• [TRY IT]
Copy out the listing in full, exactly as written, but not its pictures.

• [EXERCISE MATERIALS]
■ ■ ■
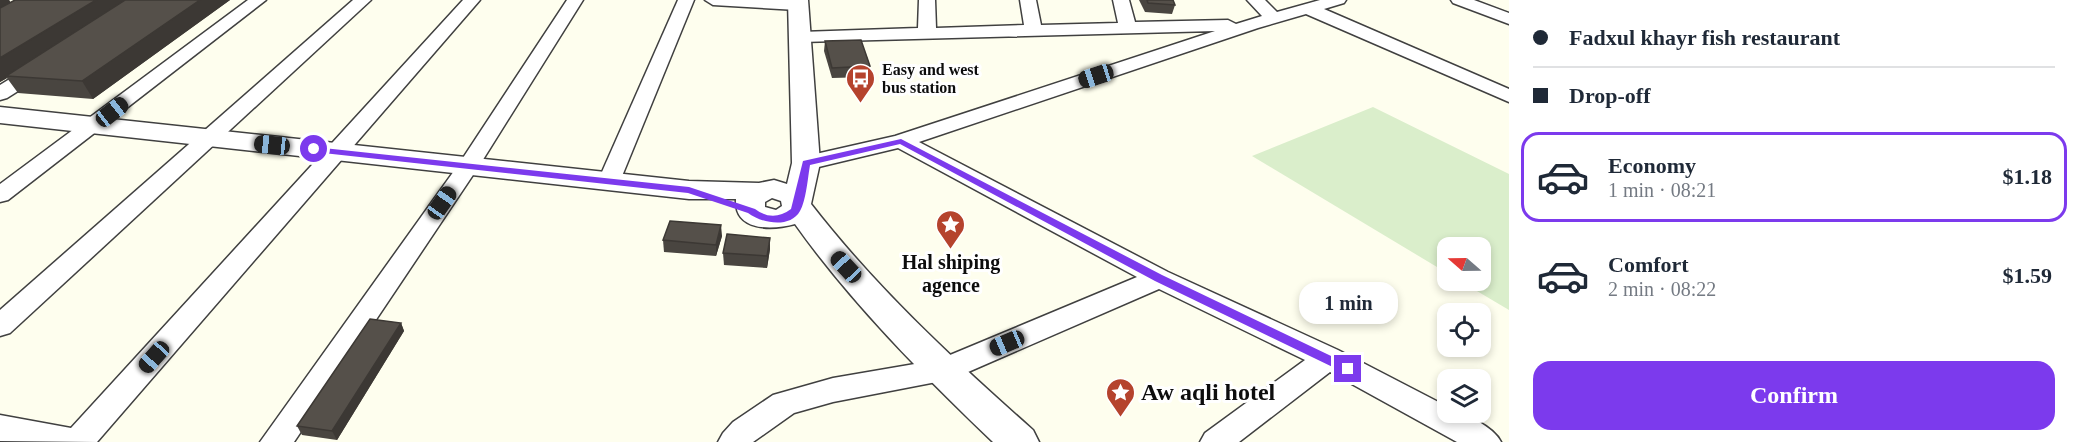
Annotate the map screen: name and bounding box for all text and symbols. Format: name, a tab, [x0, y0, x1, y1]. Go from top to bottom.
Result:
text: Fadxul khayr fish restaurant	[1569, 25, 1840, 50]
place label: Easy and west bus station	[882, 61, 980, 96]
bus stop icon: Easy and west bus station	[845, 62, 877, 104]
car	[1076, 62, 1116, 90]
text: Drop-off	[1569, 83, 1650, 108]
car	[92, 94, 132, 130]
car	[253, 134, 291, 156]
route start	[300, 135, 327, 162]
icon: car	[1536, 150, 1590, 204]
text: Economy	[1608, 153, 1696, 178]
text: $1.18	[2003, 164, 2052, 189]
text: 1 min · 08:21	[1608, 179, 1716, 201]
car	[424, 183, 460, 223]
place icon: Hal shiping agence	[935, 208, 967, 250]
north arrow	[1437, 237, 1491, 291]
map controls	[1437, 237, 1491, 423]
car	[827, 248, 865, 286]
icon: car	[1536, 249, 1590, 303]
place label: Hal shiping agence	[902, 251, 1000, 297]
text: Comfort	[1608, 252, 1689, 277]
text: $1.59	[2003, 263, 2052, 288]
text: 2 min · 08:22	[1608, 278, 1716, 300]
callout: 1 min	[1298, 282, 1398, 324]
text: 1 min	[1324, 292, 1373, 314]
button: locate	[1437, 303, 1491, 357]
car	[987, 328, 1027, 358]
car	[135, 338, 173, 376]
route end	[1334, 355, 1361, 382]
button: Confirm	[1533, 361, 2055, 430]
button: layers	[1437, 369, 1491, 423]
place icon: Aw aqli hotel	[1104, 376, 1136, 418]
place label: Aw aqli hotel	[1141, 379, 1276, 405]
■ ■ ■
• [RESPONSE AREA]
Annotate the map screen: name and bounding box for all text and symbols. Format: name, a tab, [x0, y0, x1, y1]. Go from top to bottom.
Result:
text: Fadxul khayr fish restaurant	[1569, 25, 1840, 50]
place label: Easy and west bus station	[882, 61, 980, 96]
bus stop icon: Easy and west bus station	[845, 62, 877, 104]
car	[1076, 62, 1116, 90]
text: Drop-off	[1569, 83, 1650, 108]
car	[92, 94, 132, 130]
car	[253, 134, 291, 156]
route start	[300, 135, 327, 162]
icon: car	[1536, 150, 1590, 204]
text: Economy	[1608, 153, 1696, 178]
text: $1.18	[2003, 164, 2052, 189]
text: 1 min · 08:21	[1608, 179, 1716, 201]
car	[424, 183, 460, 223]
place icon: Hal shiping agence	[935, 208, 967, 250]
north arrow	[1437, 237, 1491, 291]
map controls	[1437, 237, 1491, 423]
car	[827, 248, 865, 286]
icon: car	[1536, 249, 1590, 303]
place label: Hal shiping agence	[902, 251, 1000, 297]
text: Comfort	[1608, 252, 1689, 277]
text: $1.59	[2003, 263, 2052, 288]
text: 2 min · 08:22	[1608, 278, 1716, 300]
callout: 1 min	[1298, 282, 1398, 324]
text: 1 min	[1324, 292, 1373, 314]
button: locate	[1437, 303, 1491, 357]
car	[987, 328, 1027, 358]
car	[135, 338, 173, 376]
route end	[1334, 355, 1361, 382]
button: Confirm	[1533, 361, 2055, 430]
button: layers	[1437, 369, 1491, 423]
place icon: Aw aqli hotel	[1104, 376, 1136, 418]
place label: Aw aqli hotel	[1141, 379, 1276, 405]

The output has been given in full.